Only a few nights later, the prince found himself warring with the man who was supposed to be his brother, though he was almost unrecognisable as such. Had any subjects living near the castle been awake to see the spectacle, they would have been terrified to watch the two rulers soaring through the sky and throwing attacks at one another. One of which had the prince being thrown hard through the wall of a nearby temple.
He cried out in pain as he hit the statue in the centre. In his dazed state, the prince felt as though time was slowing to almost a halt. He went to push himself up, but found his hand covering one of the magical symbols that usually hung upon the statue he was against.
An idea came to his mind. He hated it, he didn’t want to do it, but it was what was best for the kingdom. The prince looked back up to see his brother headed straight for him, magical energy surrounding his outstretched hand, ready to attack.
“I’m sorry.” was all the prince could say before he harnessed the power from the statue behind him and let out a large blast of energy that consumed the temple.
Once the light from the magic had dissipated, the prince could see the devastation around him. The temple walls had crumbled, the windows blown out, the floor cracked. But that was all unimportant, his attention was brought to the moon that still hung high in the sky.
New patches of darkness had appeared, forming a familiar shape. The shape of his brother, who was nowhere to be seen around in the destruction. Silent tears slid down the prince’s face as the realisation set in that he’d sent his own brother away, sealed and imprisoned him in the moon. Before he knew it, the prince had dropped to his knees and let out an anguished, tearful scream.
Back in the present, the prince ran a hand through the coloured part of his hair at the memory of the change, still looking up at the image of his brother in the moon. It was about time for him to bring about the daylight, so he reached out his hand and summoned his power. The moon shone with a red glow and it slowly slid down through the sky. As the prince watched, he began to sing softly.
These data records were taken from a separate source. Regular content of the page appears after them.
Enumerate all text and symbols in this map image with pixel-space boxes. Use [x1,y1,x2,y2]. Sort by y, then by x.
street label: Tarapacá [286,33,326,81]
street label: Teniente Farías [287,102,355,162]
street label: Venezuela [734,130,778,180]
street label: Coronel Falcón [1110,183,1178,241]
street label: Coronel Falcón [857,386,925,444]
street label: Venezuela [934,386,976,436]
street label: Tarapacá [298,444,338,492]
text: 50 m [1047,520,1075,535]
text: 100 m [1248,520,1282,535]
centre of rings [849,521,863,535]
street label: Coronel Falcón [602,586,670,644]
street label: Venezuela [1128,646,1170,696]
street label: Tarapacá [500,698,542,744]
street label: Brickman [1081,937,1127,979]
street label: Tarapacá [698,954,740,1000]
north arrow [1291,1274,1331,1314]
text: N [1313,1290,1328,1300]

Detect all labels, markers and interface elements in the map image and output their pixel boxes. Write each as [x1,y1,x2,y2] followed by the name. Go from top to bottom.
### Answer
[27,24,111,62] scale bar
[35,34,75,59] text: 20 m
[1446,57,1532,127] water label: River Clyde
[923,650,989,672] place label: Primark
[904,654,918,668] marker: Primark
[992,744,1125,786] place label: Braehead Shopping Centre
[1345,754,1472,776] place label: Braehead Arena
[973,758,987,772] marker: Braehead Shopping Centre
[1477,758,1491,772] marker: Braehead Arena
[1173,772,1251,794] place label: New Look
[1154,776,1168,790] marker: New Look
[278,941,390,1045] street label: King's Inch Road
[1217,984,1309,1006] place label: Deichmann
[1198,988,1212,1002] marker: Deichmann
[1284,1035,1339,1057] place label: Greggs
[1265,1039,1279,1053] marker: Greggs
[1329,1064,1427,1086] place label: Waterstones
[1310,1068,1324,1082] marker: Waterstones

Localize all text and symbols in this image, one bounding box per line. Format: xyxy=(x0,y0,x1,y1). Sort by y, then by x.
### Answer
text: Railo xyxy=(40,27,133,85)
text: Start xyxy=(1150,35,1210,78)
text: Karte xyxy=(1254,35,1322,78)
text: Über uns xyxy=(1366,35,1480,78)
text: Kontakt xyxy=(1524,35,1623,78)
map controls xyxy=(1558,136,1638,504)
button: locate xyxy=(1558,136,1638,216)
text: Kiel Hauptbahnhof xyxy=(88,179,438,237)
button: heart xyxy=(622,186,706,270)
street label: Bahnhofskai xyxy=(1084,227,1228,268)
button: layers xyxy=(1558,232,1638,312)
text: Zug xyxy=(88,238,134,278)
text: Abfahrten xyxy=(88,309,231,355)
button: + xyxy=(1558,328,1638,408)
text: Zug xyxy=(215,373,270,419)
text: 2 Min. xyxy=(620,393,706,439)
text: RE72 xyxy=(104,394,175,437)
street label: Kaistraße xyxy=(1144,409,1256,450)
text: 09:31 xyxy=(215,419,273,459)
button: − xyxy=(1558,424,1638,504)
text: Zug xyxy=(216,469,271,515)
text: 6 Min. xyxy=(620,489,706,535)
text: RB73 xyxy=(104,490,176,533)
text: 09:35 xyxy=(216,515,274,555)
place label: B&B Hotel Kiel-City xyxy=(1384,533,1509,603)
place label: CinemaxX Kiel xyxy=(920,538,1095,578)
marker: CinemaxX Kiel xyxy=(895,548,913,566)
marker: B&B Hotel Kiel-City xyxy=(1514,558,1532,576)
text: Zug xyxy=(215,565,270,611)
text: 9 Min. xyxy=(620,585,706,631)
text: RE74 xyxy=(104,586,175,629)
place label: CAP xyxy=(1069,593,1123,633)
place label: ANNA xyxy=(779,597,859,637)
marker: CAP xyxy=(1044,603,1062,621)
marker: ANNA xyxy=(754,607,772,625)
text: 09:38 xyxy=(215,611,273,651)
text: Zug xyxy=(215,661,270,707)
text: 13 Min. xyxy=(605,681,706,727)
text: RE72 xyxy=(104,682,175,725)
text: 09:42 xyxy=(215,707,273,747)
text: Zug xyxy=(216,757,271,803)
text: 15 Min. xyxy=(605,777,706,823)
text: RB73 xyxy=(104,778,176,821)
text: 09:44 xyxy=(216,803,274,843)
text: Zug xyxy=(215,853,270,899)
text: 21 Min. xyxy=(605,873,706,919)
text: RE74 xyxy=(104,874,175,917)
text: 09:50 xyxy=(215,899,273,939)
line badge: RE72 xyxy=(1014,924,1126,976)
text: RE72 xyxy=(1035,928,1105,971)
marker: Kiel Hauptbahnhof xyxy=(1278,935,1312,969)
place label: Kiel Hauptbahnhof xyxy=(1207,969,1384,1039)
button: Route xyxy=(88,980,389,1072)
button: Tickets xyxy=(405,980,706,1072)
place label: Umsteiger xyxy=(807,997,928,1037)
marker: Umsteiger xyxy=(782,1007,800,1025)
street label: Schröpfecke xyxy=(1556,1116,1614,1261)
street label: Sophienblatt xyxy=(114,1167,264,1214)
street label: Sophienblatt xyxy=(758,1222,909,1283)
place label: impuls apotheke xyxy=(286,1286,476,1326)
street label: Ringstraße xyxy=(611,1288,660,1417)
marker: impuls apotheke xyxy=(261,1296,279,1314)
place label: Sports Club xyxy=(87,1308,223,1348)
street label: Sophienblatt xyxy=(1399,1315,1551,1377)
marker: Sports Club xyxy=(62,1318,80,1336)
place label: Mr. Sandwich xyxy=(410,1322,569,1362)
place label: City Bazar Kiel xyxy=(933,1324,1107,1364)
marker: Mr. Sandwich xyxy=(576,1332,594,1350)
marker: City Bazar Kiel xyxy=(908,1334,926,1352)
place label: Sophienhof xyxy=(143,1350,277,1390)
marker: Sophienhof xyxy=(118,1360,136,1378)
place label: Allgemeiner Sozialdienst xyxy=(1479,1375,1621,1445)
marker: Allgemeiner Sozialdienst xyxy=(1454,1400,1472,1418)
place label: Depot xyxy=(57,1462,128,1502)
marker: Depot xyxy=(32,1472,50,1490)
“Lullay moon prince, goodnight brother mine And rest now in moonlight's embrace Bear up my lullaby, winds of the earth Through cloud, and through sky, and through space
Carry the peace and the coolness of night And carry my sorrow in kind Remus, you're loved so much more than you know May troubles be far from your mind And forgive me for being so blind
The years now before us Fearful and unknown I never imagined I'd face them on my own
May these thousand winters Swiftly pass, I pray I love you; I miss you All these miles away
May all your dreams be sweet tonight Safe upon your bed of moonlight And know not of sadness, pain, or care And when I dream, I'll fly away and meet you there Sleep...”
The moon had just dropped past the horizon, the sun beginning to rise behind. Tears began to drip off of the prince’s chin, shining in the light of the sunrise.
“Prince Roman.” A voice called from behind the prince.
Without wiping away the wetness from his cheeks nor turning around to face the knight that had joined him on the balcony, the prince responded, “Here to escort me to the throne room?”
“Yes, your highness.”
“I shall be inside in a moment. Please wait in there for me.”
The sound of the decorative armour clanking as the knight moved and the sound of the balcony doors shutting once again had the prince smiling sadly.
“Well, dear brother, until tonight.” Prince Roman finally wiped the tears from his cheeks and took one last deep breath of the fresh air, before he turned and reached out for the large doors. Only one thought crossed the prince’s mind as he was escorted back past the empty bedroom, ‘158 years left.’